▶ [Work instruction]
Would you return, word for word, the lines of the data below from the line with "position:relative; width:1999px; height:961px;" through the line with "filter:drop-shadow(0 0 2px", and no others?

━━ Data for the task

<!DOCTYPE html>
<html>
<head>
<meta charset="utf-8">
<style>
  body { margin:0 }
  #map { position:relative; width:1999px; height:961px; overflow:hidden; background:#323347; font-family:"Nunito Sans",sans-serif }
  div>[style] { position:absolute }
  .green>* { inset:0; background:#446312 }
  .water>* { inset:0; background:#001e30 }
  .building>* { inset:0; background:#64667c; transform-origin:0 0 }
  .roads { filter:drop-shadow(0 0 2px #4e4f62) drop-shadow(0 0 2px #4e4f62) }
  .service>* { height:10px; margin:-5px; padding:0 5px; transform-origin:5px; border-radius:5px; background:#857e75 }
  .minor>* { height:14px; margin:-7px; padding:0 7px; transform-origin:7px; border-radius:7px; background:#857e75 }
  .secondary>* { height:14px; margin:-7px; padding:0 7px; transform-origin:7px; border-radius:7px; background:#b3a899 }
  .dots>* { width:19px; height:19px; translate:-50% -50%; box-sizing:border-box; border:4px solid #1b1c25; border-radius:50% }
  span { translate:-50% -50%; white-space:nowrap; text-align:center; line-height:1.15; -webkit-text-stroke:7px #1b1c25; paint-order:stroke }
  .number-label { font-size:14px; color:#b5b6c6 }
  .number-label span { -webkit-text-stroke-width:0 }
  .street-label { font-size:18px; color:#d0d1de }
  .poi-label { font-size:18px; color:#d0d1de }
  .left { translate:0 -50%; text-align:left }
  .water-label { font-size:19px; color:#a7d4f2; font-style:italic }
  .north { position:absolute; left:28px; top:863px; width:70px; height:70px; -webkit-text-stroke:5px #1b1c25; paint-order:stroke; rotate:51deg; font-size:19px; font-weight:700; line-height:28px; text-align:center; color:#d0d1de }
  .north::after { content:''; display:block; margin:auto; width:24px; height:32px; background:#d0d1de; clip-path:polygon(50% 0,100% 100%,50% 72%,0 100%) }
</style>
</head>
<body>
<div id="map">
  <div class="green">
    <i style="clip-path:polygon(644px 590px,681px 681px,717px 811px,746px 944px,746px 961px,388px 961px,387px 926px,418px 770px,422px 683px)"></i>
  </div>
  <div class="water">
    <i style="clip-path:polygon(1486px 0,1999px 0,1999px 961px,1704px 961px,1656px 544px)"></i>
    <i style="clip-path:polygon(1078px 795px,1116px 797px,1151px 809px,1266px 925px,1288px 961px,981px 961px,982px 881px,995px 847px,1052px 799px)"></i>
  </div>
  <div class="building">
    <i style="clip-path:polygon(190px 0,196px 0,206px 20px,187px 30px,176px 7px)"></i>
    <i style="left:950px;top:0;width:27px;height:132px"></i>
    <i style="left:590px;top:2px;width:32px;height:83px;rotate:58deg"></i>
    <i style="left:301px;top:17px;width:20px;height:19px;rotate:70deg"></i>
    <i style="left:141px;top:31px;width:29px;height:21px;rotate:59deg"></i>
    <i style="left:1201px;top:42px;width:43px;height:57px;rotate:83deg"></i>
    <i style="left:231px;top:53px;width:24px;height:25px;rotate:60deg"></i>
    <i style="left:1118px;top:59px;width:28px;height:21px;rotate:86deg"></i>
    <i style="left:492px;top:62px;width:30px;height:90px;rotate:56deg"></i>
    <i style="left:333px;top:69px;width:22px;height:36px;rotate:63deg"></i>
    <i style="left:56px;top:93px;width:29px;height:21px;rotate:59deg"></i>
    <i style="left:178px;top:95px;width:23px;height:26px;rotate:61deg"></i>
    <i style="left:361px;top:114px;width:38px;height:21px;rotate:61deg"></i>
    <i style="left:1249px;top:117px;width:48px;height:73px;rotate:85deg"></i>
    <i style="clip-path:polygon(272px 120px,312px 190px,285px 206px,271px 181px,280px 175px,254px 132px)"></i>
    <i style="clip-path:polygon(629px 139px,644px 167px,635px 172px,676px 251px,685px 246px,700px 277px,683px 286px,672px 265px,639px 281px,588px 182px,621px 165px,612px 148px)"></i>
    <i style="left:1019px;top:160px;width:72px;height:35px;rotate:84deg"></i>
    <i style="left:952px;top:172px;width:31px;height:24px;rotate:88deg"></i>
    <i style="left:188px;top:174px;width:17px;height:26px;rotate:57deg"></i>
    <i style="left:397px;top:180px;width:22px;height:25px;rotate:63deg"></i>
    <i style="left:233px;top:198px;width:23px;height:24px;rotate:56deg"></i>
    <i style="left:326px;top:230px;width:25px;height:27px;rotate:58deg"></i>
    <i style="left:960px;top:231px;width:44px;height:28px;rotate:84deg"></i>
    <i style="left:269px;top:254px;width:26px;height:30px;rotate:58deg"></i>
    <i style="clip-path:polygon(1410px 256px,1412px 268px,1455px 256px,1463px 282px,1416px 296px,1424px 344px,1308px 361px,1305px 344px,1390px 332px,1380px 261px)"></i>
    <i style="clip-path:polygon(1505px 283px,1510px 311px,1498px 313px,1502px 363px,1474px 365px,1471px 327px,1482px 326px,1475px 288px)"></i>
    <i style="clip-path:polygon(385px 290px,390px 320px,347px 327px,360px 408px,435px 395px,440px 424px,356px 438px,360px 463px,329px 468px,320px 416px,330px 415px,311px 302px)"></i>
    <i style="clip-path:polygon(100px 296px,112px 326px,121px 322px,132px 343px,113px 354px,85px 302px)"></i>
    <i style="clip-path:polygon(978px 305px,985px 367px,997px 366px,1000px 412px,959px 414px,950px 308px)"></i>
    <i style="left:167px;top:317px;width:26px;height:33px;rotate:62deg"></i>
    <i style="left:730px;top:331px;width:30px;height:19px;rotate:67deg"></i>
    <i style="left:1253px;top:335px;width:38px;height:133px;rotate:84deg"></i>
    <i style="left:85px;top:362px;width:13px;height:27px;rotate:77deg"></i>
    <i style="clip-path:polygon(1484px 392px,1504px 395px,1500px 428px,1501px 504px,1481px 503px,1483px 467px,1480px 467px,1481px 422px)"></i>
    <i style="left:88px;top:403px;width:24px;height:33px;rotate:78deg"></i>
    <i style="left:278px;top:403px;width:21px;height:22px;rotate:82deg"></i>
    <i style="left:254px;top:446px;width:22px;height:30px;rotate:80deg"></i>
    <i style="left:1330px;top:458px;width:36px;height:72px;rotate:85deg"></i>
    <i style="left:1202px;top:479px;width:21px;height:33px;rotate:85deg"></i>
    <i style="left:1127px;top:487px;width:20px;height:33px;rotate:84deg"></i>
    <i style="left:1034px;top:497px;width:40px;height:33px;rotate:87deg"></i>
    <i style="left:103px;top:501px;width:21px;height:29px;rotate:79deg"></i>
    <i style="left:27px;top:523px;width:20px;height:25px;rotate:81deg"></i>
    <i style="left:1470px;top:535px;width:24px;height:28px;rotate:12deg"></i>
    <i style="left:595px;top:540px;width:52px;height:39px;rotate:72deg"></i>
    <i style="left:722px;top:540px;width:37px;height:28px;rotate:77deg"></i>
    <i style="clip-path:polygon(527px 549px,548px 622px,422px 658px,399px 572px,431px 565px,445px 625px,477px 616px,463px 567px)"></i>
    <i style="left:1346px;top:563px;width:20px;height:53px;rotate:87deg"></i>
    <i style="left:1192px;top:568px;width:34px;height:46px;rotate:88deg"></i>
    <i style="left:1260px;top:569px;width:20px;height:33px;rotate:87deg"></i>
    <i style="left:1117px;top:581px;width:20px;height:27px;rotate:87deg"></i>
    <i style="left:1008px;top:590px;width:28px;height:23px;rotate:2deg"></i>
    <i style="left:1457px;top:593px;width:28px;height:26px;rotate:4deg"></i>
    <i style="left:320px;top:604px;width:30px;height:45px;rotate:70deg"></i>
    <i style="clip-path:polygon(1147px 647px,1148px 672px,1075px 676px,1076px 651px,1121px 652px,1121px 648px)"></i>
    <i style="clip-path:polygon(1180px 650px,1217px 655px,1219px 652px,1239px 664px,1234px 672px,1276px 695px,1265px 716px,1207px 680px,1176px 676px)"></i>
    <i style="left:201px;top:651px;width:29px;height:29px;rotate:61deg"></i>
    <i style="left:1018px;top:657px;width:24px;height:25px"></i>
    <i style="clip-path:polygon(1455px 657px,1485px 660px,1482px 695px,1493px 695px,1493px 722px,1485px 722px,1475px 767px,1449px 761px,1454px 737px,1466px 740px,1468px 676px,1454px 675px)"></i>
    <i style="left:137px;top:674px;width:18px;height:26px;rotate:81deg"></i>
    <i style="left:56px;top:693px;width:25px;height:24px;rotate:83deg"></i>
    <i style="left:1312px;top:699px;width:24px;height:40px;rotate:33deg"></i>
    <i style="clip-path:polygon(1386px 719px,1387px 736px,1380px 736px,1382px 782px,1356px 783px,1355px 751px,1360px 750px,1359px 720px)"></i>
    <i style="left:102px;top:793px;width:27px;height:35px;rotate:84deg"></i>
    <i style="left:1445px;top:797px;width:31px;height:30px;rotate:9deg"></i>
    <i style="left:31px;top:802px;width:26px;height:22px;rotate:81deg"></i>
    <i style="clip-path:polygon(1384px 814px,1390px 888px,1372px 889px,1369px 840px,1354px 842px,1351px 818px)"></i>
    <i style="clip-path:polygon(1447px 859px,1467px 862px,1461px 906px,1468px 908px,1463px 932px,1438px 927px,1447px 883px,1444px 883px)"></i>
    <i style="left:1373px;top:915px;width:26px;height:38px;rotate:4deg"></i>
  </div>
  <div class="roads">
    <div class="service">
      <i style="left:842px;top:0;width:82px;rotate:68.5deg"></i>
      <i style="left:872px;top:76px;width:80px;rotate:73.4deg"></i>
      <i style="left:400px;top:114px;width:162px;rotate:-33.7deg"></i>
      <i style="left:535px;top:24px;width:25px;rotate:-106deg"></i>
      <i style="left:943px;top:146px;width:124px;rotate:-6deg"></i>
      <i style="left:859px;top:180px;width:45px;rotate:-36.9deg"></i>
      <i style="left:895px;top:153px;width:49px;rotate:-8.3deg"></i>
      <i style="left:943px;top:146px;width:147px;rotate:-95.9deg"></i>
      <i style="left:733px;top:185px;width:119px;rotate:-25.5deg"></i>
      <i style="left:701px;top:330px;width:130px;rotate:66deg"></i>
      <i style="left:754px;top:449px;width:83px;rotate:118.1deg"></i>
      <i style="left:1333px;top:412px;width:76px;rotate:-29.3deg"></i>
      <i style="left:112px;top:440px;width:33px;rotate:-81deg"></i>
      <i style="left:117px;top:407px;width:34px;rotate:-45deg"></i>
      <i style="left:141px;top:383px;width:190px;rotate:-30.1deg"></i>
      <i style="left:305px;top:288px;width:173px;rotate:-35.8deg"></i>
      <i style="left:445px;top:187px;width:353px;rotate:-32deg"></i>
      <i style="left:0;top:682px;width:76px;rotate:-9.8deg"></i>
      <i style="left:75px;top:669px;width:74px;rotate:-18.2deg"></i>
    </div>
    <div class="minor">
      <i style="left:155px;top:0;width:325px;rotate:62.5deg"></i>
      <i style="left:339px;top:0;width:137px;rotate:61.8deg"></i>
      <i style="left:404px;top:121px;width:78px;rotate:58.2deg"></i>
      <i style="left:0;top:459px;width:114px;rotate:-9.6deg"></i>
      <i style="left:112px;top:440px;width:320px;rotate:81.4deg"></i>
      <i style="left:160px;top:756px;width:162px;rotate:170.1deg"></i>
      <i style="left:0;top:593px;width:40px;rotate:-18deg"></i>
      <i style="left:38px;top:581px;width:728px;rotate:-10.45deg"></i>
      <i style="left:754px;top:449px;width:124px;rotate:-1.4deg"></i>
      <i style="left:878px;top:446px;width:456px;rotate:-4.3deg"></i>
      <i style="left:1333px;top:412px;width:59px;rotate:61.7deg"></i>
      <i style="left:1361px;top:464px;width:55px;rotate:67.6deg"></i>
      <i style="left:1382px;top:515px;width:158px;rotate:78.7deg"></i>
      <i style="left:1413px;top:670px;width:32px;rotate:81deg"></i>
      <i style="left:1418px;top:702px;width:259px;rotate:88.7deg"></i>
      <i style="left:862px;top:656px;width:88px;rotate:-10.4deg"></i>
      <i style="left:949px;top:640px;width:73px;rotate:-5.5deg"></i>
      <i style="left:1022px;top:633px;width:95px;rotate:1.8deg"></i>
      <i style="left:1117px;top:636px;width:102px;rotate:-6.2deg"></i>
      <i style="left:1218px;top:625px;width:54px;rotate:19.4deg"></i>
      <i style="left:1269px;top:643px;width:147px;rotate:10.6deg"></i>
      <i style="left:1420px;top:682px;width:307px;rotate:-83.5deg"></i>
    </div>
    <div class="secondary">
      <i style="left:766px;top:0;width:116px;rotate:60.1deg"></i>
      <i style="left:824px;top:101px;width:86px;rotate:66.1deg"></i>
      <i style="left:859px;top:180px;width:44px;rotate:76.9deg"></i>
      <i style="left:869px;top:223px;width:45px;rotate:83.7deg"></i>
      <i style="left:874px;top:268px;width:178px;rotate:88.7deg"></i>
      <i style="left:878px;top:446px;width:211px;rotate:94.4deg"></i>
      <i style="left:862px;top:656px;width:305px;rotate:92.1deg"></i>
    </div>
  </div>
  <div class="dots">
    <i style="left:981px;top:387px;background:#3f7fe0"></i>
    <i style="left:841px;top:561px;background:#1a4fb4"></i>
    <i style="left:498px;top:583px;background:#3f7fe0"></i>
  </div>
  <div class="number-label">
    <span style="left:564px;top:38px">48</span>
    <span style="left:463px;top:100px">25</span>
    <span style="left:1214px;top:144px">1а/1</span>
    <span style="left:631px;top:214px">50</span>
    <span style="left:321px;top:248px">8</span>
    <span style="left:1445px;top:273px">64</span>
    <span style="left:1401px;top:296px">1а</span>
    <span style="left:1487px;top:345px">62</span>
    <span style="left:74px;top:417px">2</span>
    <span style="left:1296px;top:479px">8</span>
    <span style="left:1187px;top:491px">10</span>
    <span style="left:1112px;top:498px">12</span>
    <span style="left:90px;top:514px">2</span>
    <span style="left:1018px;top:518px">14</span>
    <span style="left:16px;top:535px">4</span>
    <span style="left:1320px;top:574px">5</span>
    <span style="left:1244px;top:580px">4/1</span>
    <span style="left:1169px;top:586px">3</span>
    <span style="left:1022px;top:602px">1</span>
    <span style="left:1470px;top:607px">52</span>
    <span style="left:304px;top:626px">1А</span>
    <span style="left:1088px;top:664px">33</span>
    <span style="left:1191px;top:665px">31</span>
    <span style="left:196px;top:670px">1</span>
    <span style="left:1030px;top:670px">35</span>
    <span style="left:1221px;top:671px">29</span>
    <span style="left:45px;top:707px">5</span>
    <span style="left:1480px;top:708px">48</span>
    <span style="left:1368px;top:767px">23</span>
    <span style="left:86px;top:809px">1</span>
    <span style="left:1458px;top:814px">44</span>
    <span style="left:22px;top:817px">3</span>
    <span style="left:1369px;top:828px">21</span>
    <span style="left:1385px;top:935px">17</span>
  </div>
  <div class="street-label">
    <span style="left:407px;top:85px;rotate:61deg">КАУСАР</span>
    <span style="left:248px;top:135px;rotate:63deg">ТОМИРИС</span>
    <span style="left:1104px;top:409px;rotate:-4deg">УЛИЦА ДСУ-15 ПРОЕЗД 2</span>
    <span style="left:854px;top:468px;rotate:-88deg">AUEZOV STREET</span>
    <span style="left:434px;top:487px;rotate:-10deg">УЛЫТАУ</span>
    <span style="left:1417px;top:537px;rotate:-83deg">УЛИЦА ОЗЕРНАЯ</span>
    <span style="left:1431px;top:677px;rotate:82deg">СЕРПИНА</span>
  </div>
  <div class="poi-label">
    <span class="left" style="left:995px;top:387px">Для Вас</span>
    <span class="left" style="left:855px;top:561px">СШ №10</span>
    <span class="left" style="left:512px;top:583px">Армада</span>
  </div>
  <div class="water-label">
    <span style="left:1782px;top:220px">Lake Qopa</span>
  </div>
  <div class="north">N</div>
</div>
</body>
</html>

━━━━

▶ [Response area]
  #map { position:relative; width:1999px; height:961px; overflow:hidden; background:#323347; font-family:"Nunito Sans",sans-serif }
  div>[style] { position:absolute }
  .green>* { inset:0; background:#446312 }
  .water>* { inset:0; background:#001e30 }
  .building>* { inset:0; background:#64667c; transform-origin:0 0 }
  .roads { filter:drop-shadow(0 0 2px #4e4f62) drop-shadow(0 0 2px #4e4f62) }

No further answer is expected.